Le pape Léon XIV rencontre la commission de protection des mineurs sous la pression des survivants d’abus
Le pape Léon XIV rencontre la commission de protection des mineurs sous la pression des survivants d’abus

CITÉ DU VATICAN – Le pape Léon XIV a rencontré jeudi les membres de la Commission pontificale pour la protection des mineurs, une première depuis le début de son pontificat.

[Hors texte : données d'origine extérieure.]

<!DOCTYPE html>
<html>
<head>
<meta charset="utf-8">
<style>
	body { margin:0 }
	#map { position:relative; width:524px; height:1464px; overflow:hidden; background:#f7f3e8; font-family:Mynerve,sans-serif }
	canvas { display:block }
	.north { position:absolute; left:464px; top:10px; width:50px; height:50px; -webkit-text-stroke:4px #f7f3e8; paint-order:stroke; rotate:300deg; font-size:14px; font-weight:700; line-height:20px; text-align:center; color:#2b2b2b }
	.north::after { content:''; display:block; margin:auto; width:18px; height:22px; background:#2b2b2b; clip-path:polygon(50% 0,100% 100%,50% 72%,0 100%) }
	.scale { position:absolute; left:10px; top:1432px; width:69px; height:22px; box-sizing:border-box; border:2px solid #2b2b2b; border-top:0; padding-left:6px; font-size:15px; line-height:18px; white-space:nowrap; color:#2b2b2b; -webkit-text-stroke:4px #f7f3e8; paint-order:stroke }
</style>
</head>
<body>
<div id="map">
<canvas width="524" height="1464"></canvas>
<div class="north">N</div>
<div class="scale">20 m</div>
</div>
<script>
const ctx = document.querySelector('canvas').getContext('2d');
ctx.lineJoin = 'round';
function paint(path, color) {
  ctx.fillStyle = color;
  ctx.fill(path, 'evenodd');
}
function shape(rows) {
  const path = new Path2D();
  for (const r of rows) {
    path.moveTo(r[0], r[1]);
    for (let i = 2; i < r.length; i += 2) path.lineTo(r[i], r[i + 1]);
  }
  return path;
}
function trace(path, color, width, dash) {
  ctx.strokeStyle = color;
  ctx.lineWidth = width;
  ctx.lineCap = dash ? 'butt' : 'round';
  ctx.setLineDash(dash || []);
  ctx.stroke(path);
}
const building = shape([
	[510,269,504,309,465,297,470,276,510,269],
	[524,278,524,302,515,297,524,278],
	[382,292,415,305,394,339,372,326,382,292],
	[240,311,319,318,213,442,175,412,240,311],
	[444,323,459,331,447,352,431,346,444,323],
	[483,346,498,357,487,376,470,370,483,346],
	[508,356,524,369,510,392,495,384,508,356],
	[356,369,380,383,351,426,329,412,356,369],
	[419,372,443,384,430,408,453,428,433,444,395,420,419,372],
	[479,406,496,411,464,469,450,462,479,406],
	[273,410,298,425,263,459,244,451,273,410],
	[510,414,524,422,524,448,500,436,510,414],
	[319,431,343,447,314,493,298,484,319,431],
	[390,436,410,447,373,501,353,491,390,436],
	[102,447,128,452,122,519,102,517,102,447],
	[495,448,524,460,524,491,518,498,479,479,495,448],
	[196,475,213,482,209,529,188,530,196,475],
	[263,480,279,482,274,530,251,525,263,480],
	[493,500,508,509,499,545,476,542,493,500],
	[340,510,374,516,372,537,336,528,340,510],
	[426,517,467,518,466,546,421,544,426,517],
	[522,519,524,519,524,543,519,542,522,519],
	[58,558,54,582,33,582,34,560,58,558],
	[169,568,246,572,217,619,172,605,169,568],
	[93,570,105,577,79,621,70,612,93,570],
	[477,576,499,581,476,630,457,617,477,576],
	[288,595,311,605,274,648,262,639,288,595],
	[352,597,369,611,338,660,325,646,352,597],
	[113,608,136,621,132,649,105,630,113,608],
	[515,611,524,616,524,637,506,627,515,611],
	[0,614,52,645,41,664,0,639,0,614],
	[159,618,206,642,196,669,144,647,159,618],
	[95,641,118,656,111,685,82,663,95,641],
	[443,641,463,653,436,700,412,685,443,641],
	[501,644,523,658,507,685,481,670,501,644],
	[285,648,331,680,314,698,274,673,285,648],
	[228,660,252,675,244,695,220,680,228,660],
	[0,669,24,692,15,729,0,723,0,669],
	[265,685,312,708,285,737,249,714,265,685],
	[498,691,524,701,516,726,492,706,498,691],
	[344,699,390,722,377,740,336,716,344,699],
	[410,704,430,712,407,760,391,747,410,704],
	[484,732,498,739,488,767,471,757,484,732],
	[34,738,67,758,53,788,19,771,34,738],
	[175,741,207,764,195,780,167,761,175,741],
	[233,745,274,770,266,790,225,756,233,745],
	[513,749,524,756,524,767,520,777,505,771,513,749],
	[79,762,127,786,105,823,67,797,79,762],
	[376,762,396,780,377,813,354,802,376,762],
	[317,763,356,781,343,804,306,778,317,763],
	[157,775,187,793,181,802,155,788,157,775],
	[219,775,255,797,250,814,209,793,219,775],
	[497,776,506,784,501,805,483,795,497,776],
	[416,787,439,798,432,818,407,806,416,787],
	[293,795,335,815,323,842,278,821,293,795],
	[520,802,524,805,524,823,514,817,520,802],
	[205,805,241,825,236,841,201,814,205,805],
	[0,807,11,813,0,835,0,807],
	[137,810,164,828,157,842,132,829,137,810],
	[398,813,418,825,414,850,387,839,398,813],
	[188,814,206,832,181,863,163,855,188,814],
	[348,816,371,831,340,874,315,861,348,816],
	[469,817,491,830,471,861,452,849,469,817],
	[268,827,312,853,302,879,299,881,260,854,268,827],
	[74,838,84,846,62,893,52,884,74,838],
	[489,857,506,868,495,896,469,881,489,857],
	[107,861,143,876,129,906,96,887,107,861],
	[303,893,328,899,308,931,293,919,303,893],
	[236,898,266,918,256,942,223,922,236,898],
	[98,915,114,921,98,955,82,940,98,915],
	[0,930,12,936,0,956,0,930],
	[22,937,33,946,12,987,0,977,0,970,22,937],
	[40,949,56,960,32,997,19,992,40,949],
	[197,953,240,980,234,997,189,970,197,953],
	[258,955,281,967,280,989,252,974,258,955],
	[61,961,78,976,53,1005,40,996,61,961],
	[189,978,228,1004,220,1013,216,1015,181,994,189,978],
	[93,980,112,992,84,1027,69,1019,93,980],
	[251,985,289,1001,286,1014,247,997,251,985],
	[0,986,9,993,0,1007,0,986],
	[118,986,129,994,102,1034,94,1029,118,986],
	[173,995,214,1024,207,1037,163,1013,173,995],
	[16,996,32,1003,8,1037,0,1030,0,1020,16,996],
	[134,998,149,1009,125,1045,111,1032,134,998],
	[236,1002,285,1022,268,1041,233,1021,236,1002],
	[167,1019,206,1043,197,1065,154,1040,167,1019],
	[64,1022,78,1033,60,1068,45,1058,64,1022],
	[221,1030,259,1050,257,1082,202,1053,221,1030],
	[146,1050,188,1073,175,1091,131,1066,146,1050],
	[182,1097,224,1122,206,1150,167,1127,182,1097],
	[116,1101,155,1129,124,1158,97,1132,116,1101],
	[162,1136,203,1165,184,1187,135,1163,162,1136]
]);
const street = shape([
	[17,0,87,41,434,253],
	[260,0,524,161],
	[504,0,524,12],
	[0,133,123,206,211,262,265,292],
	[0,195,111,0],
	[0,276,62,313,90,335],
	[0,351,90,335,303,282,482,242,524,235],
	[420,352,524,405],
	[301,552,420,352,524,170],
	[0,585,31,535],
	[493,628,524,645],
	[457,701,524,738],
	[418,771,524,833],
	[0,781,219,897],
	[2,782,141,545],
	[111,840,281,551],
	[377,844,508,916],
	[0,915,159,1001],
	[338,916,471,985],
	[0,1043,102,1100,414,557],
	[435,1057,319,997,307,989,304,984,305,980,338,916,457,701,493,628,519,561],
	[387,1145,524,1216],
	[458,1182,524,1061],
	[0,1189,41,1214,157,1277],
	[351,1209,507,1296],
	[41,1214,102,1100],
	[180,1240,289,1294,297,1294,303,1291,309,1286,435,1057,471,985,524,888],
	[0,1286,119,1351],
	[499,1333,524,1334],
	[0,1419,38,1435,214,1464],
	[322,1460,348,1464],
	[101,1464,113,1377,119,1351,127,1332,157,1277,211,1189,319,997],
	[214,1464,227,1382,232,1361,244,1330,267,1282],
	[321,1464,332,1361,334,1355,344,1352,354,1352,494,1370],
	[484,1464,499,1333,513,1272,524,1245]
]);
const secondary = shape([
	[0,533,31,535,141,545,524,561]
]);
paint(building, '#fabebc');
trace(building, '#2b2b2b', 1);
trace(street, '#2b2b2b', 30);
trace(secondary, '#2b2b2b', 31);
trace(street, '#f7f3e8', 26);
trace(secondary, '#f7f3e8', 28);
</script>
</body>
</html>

Cette audience survient alors que des survivants d’abus sexuels appellent à une politique de tolérance zéro à l’échelle de l’Église catholique et s’interrogent sur le passé du souverain pontife en matière de gestion des cas d’abus.

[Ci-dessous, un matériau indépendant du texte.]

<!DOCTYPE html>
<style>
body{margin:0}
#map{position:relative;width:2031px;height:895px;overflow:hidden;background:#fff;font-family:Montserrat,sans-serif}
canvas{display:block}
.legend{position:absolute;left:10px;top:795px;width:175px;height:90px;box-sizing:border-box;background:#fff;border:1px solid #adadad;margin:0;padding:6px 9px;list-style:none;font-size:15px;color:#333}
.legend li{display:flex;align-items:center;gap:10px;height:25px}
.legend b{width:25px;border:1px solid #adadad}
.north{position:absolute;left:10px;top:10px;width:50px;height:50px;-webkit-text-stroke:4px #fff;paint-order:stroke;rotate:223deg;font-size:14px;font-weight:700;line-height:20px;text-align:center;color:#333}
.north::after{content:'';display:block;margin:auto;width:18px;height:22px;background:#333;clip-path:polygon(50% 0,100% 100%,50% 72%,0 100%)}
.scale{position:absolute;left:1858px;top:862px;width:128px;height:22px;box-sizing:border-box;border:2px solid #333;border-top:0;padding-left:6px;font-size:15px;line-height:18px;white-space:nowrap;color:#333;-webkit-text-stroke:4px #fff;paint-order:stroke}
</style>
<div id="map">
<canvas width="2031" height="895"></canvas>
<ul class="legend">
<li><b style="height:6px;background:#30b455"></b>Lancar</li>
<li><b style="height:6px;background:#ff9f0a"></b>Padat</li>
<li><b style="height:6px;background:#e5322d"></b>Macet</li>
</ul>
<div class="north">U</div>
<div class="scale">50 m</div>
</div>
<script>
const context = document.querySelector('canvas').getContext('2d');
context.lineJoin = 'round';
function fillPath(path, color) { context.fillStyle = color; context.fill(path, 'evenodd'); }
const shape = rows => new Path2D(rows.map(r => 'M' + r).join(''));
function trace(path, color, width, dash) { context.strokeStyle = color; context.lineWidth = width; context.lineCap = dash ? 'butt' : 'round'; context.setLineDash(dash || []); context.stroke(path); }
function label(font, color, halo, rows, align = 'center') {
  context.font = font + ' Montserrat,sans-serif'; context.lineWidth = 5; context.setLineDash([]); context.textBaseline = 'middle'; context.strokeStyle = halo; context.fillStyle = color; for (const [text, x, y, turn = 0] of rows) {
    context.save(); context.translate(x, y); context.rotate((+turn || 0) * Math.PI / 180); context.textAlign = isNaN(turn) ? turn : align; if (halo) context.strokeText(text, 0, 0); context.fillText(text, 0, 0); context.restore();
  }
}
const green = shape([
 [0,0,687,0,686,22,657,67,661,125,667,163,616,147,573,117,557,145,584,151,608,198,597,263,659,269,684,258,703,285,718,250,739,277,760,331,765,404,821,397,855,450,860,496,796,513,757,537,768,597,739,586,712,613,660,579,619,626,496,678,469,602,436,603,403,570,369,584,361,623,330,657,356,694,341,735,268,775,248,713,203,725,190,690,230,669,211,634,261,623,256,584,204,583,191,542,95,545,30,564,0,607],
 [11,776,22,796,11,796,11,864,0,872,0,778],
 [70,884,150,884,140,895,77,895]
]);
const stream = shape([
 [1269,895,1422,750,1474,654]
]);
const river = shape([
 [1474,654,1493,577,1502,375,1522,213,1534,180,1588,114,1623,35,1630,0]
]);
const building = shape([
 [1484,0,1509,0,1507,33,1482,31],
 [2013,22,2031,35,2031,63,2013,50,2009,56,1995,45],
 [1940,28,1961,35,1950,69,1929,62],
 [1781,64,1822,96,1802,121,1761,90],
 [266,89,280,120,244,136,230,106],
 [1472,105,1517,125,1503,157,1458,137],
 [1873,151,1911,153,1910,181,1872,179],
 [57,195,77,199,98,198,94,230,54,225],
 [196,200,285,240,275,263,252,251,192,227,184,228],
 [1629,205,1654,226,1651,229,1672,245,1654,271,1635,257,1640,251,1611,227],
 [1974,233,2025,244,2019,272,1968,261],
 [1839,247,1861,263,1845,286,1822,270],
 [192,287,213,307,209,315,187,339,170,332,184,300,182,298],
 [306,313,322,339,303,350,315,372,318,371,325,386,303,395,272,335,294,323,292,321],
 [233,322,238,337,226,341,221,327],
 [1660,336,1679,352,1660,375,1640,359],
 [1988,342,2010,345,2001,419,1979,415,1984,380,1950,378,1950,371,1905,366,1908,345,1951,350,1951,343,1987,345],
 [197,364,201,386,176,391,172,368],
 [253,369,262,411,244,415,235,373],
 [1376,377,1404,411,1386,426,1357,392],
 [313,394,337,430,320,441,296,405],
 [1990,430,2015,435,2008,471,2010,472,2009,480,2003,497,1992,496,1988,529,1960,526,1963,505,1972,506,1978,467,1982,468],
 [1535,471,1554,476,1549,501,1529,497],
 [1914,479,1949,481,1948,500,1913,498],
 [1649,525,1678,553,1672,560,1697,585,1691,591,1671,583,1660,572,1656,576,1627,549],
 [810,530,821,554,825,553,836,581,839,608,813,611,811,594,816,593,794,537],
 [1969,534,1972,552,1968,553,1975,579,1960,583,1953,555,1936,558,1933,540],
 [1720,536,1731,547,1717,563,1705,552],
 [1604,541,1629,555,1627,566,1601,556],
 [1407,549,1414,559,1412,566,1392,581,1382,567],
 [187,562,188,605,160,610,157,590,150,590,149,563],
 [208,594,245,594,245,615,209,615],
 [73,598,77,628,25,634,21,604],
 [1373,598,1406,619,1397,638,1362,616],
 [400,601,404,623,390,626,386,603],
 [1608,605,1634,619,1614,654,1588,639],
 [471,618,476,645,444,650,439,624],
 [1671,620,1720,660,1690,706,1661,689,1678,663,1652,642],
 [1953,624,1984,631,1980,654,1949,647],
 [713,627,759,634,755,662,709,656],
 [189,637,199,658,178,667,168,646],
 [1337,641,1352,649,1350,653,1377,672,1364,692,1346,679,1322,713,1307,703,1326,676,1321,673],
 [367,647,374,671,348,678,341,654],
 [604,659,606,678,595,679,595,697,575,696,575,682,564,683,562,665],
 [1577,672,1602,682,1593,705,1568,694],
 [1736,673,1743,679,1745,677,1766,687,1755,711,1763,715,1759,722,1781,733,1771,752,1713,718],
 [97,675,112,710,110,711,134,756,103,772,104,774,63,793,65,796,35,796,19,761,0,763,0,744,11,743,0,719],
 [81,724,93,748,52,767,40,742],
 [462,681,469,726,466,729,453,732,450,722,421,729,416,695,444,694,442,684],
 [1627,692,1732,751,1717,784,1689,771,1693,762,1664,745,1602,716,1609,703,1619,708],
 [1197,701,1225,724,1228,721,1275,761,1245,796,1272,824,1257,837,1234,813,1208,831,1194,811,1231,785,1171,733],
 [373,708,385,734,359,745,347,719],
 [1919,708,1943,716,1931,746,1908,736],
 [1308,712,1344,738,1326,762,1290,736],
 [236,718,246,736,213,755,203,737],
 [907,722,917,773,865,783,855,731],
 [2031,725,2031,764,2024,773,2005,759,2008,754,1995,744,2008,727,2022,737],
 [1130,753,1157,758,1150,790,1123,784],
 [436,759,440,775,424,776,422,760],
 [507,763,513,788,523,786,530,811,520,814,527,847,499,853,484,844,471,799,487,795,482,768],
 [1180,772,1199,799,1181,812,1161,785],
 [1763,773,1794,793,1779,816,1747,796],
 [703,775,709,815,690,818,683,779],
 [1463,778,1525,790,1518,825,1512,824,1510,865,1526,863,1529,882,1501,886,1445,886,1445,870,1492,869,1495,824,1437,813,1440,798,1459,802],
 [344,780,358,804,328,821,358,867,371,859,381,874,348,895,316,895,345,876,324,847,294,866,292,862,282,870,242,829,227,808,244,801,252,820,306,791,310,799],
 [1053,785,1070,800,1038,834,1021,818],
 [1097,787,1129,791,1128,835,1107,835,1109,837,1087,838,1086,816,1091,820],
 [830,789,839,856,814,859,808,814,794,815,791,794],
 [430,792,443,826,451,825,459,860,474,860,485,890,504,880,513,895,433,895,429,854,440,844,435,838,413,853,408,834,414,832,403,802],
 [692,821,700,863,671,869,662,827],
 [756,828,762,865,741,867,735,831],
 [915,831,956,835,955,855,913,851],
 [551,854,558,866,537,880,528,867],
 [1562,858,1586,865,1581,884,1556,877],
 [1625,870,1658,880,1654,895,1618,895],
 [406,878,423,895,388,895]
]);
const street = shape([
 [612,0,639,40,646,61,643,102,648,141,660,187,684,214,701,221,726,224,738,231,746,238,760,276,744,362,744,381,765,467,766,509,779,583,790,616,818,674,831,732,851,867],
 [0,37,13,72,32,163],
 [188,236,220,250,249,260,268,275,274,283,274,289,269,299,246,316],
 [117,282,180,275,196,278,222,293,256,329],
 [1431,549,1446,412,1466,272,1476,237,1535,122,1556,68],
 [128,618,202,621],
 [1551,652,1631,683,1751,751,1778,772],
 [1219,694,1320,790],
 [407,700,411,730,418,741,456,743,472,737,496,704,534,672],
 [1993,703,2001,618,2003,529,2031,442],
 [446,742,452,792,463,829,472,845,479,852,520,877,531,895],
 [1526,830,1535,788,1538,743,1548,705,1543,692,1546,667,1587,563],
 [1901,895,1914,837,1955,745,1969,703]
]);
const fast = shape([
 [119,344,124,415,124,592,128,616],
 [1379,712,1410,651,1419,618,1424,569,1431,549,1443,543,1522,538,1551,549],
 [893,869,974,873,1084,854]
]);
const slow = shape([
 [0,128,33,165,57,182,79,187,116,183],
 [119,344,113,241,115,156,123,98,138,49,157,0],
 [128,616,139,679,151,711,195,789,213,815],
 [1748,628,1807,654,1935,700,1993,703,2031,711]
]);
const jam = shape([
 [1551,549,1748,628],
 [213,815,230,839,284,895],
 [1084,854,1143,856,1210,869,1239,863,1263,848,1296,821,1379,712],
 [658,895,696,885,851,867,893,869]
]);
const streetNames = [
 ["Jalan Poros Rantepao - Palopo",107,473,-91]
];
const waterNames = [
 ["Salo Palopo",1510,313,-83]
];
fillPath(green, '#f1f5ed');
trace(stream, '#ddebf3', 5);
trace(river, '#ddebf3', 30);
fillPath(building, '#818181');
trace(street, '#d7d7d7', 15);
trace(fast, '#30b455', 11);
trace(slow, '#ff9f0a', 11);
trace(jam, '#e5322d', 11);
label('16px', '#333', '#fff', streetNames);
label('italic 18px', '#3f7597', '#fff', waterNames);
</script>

La rencontre, qualifiée par la commission de « moment significatif de réflexion, de dialogue et de renouvellement de l’engagement inébranlable de l’Église envers la protection des enfants et des personnes vulnérables », a duré une heure au Palais apostolique. Aucune transcription ni enregistrement des propos du pape n’ont été diffusés par le Vatican.

Créée sous le pontificat de François, la commission est composée d’experts religieux et laïcs, ainsi que de survivants. Elle est présidée par le cardinal américain émérite Sean O’Malley, proche de François, qui conserve son poste malgré sa retraite en tant qu’archevêque de Boston. La commission a informé Léon XIV de ses projets, notamment d’une initiative visant à soutenir les communautés ecclésiales des régions pauvres dans la prévention des abus et la prise en charge des victimes.

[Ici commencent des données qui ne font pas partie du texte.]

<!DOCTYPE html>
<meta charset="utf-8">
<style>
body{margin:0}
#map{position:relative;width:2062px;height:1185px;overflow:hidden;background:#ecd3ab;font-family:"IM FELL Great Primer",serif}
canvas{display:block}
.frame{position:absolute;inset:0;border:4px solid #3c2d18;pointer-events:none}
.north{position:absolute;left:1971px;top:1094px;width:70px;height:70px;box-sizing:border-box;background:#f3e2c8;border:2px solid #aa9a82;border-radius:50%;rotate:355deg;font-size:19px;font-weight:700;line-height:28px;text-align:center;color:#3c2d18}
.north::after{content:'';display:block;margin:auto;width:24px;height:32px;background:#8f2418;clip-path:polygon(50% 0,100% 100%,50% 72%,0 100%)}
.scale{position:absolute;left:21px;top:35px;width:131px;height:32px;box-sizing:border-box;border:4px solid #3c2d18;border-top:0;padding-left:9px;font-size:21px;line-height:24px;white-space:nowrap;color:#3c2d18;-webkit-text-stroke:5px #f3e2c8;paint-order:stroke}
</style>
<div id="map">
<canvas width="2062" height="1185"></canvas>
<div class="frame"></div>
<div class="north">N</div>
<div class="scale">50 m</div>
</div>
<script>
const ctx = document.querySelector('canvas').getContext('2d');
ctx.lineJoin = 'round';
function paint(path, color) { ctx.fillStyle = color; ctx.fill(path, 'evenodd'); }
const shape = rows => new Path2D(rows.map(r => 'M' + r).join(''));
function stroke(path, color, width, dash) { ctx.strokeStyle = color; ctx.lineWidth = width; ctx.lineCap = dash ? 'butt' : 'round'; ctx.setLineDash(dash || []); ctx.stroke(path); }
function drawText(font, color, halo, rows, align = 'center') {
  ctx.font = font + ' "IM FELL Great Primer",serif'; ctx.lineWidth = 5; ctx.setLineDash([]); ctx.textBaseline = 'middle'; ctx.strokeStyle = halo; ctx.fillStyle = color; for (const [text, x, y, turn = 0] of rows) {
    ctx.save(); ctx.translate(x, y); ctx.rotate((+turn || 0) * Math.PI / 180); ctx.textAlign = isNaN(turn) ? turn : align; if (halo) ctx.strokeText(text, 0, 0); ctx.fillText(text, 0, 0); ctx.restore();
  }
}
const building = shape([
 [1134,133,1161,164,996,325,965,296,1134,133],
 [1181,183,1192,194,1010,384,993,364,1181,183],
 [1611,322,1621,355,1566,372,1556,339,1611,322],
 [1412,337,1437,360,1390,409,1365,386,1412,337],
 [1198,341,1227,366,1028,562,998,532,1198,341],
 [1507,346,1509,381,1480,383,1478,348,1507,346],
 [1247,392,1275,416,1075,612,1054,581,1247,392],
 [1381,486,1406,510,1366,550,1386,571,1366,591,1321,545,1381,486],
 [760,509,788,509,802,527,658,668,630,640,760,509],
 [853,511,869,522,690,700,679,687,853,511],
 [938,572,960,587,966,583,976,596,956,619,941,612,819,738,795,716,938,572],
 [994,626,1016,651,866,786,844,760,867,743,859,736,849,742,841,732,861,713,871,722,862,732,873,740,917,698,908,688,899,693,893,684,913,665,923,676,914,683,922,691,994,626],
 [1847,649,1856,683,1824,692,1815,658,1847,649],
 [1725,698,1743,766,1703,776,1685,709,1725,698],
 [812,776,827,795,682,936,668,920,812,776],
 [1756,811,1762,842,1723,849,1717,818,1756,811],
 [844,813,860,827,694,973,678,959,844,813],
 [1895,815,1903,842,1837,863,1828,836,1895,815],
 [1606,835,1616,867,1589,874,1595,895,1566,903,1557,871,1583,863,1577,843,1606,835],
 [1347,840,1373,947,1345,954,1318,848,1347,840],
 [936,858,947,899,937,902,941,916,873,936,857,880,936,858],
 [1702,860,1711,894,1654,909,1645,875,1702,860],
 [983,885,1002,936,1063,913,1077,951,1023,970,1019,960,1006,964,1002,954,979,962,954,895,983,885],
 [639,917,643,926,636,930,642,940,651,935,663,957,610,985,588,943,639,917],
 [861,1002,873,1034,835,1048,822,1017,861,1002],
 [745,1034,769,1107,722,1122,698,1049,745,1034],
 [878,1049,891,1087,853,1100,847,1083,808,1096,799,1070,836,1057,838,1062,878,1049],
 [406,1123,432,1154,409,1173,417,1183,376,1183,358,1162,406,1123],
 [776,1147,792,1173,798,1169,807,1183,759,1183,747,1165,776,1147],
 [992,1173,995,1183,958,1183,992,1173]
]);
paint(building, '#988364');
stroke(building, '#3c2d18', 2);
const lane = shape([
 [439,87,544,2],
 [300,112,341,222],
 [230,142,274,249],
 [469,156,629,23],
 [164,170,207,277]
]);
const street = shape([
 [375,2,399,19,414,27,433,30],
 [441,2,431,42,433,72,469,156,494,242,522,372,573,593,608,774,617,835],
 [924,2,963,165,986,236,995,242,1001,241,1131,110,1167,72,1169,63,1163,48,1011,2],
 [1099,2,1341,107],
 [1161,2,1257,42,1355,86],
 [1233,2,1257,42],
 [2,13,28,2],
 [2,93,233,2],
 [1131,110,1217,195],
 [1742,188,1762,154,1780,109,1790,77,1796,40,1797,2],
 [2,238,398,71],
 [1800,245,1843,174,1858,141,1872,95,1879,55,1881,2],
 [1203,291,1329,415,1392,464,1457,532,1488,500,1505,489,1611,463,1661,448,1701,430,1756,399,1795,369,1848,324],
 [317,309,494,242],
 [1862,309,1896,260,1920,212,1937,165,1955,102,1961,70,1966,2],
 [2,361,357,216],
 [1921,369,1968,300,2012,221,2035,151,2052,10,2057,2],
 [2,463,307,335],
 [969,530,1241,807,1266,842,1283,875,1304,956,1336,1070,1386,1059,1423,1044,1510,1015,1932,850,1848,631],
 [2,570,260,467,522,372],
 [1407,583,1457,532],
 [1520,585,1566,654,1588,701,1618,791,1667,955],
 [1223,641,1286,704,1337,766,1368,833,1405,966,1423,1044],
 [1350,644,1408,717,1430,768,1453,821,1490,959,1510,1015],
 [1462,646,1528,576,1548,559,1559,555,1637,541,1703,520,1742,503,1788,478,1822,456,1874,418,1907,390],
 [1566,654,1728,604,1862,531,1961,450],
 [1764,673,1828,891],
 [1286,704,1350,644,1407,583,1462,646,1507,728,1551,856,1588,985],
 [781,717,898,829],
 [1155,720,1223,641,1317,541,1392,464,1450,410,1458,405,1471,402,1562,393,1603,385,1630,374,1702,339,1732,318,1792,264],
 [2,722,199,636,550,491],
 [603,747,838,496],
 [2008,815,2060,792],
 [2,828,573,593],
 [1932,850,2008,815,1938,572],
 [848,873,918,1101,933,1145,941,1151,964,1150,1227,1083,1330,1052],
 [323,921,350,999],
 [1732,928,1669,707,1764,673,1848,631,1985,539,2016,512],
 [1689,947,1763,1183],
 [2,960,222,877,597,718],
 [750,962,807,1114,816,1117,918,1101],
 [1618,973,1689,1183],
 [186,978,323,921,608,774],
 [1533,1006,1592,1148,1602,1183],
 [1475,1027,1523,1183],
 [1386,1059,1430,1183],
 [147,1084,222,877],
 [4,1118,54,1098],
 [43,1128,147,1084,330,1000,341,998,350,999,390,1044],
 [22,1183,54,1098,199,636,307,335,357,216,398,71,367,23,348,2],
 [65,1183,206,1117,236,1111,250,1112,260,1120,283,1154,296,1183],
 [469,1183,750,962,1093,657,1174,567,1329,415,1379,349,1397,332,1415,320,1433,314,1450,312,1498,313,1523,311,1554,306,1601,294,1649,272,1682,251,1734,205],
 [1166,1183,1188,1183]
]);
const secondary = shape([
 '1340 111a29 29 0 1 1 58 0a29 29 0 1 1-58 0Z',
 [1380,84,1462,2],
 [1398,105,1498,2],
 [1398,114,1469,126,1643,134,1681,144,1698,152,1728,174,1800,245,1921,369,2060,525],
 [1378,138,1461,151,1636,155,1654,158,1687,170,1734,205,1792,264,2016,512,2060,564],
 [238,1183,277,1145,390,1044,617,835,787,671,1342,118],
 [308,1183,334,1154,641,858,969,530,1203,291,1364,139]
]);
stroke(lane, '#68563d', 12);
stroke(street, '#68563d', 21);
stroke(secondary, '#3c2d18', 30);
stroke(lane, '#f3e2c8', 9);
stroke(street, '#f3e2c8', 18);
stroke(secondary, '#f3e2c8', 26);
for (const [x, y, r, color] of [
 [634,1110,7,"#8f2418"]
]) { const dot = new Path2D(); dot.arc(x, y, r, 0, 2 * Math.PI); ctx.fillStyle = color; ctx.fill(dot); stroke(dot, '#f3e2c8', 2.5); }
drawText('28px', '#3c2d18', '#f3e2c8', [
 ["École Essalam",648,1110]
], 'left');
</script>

Malgré son rôle crucial, la commission a vu son influence diminuer au fil des années, en particulier après l’échec de sa proposition de créer un tribunal pour juger les évêques coupables de dissimulation. Elle reste néanmoins un espace d’écoute pour les victimes et de conseil pour les évêques dans l’élaboration de politiques contre les abus.

L’un des dossiers les plus sensibles reste entre les mains du pape Léon : le cas du père Marko Rupnik, un ancien jésuite accusé par plus de vingt femmes d’abus sexuels, psychologiques et spirituels sur plusieurs décennies. Bien que le pape François ait ordonné en 2023 la levée de la prescription pour permettre un procès canonique, le Vatican n’avait toujours pas constitué de tribunal pour juger l’affaire en mars dernier. Pendant ce temps, Rupnik continue de célébrer et ses partisans dénoncent une « chasse aux sorcières médiatique ».

Originaire de Chicago et ancien cardinal Robert Prevost, Léon XIV est reconnu pour son rôle dans le démantèlement d’un mouvement catholique abusif au Pérou. Toutefois, plusieurs survivants lui demandent de rendre des comptes sur d’autres affaires traitées lorsqu’il était supérieur des Augustins, évêque au Pérou ou encore préfet du dicastère pour les évêques.

Le groupe américain SNAP (Survivors Network of those Abused by Priests) appelle désormais Léon XIV à instaurer une politique claire et universelle dans l’Église : l’exclusion définitive de tout prêtre faisant l’objet d’accusations crédibles d’abus sexuel. Les attentes sont fortes, alors que les survivants réclament des actes concrets pour une Église plus sûre et plus transparente.